聖女天使を苦しめた国に、天罰を
(道具扱いされるのは、やっぱり、悲しい……)

 セロンはクロディオの胸元から手を離すと、悲しそうに目を伏せた。
 このまま彼を見上げ続けていれば、泣き顔を見られてしまうと危惧したからだろう。

(泣いたって、何も解決しない……)

 天使は必死に唇を噛み締め、潤んだ瞳から涙がこぼれ落ちないように耐え続けた。

『こんな奴、やっぱりセロンの伴侶にはふさわしくないよ』
「でも……」

 そんな少女の姿を目にしたペガサスは、クロディオに敵意を向ける。

「わたし、あなた達が争う姿……。

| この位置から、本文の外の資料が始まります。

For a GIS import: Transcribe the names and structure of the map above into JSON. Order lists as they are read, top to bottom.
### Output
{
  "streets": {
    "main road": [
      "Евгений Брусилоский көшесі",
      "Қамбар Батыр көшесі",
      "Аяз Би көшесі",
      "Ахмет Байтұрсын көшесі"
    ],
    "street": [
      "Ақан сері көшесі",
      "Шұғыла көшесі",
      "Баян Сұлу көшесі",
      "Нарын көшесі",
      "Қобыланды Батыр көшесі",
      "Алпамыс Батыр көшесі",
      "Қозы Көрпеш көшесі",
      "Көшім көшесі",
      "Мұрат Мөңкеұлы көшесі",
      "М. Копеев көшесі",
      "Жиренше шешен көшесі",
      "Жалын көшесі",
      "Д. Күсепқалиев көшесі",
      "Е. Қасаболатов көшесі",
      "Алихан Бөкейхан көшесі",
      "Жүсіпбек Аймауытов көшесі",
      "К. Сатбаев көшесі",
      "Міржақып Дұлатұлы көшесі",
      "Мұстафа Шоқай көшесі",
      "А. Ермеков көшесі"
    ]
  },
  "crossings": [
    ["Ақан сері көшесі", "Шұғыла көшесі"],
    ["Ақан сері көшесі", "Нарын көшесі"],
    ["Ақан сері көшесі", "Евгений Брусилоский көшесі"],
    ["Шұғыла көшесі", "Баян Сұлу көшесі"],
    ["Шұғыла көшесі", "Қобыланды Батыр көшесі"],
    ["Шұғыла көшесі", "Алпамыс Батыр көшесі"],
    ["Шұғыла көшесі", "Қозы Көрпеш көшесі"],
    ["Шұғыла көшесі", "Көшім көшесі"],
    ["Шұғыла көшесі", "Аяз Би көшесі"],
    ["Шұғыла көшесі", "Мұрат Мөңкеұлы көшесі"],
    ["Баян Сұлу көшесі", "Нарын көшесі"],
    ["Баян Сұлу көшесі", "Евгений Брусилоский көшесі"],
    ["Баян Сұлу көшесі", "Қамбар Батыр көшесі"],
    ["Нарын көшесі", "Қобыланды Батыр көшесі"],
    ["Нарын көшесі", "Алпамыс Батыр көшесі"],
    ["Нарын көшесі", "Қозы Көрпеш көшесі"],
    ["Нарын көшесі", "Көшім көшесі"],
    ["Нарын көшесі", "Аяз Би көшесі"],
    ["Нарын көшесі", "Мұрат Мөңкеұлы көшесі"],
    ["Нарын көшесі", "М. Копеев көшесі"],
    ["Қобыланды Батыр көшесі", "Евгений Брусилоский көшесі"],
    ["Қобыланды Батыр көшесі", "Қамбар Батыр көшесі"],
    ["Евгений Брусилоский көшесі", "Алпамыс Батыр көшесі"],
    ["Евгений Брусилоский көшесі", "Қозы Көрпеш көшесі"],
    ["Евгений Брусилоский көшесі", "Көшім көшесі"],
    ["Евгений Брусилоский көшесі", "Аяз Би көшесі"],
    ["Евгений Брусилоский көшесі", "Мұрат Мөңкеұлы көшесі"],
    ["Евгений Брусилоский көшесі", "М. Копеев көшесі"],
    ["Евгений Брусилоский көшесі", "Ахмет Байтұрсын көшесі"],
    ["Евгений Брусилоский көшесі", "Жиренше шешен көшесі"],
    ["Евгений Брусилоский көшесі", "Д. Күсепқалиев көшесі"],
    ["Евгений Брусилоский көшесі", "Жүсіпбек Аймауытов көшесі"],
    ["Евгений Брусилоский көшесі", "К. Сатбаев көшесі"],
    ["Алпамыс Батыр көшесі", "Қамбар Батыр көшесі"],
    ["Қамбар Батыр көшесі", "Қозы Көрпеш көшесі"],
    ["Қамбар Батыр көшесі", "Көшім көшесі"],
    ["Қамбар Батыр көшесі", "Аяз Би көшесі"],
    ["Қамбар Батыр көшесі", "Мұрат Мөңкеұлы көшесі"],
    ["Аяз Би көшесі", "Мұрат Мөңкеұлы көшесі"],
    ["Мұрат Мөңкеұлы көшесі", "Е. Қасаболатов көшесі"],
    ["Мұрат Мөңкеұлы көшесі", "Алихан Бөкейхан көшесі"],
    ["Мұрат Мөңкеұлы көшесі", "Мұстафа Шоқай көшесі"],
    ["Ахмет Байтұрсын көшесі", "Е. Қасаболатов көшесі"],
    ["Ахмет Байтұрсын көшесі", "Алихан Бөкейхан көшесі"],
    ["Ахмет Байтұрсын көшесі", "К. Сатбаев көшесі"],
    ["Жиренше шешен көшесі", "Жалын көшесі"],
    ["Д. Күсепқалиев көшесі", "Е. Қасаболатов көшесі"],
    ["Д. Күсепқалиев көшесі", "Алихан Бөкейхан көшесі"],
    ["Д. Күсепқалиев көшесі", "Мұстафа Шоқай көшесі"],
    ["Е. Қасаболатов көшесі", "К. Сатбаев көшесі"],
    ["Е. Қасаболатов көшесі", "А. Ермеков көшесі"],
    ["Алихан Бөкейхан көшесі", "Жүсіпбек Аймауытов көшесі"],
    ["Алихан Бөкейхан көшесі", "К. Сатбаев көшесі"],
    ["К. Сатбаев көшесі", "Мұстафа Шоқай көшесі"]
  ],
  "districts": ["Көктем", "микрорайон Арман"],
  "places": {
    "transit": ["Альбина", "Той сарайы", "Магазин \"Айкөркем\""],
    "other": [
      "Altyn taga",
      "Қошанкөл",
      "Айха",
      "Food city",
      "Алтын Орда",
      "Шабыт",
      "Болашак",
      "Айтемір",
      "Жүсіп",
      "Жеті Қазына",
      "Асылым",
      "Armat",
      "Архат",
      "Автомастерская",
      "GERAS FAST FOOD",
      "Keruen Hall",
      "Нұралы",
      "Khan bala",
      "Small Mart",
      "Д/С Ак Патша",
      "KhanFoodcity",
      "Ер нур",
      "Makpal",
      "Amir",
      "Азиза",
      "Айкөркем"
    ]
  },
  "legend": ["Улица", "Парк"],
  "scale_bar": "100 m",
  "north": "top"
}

見たくない……」

 セロンが独り言を口にしたと、勘違いしているのだろう。
 辺境伯はセロンに訝しげな視線を送ると、天使に問いかける。

「なんと言っているんだ」
「あなたと一緒に、いるべきではないって……」
「黙れ」

 神馬の伝えたい言葉を耳にした彼は、大剣を握る手に力を込めた。

(このままじゃ、駄目だ……)

 1人と1匹の睨み合いは、今もなお続いている。
 このまま放置し続ければ、いつかは争いに発展するだろう。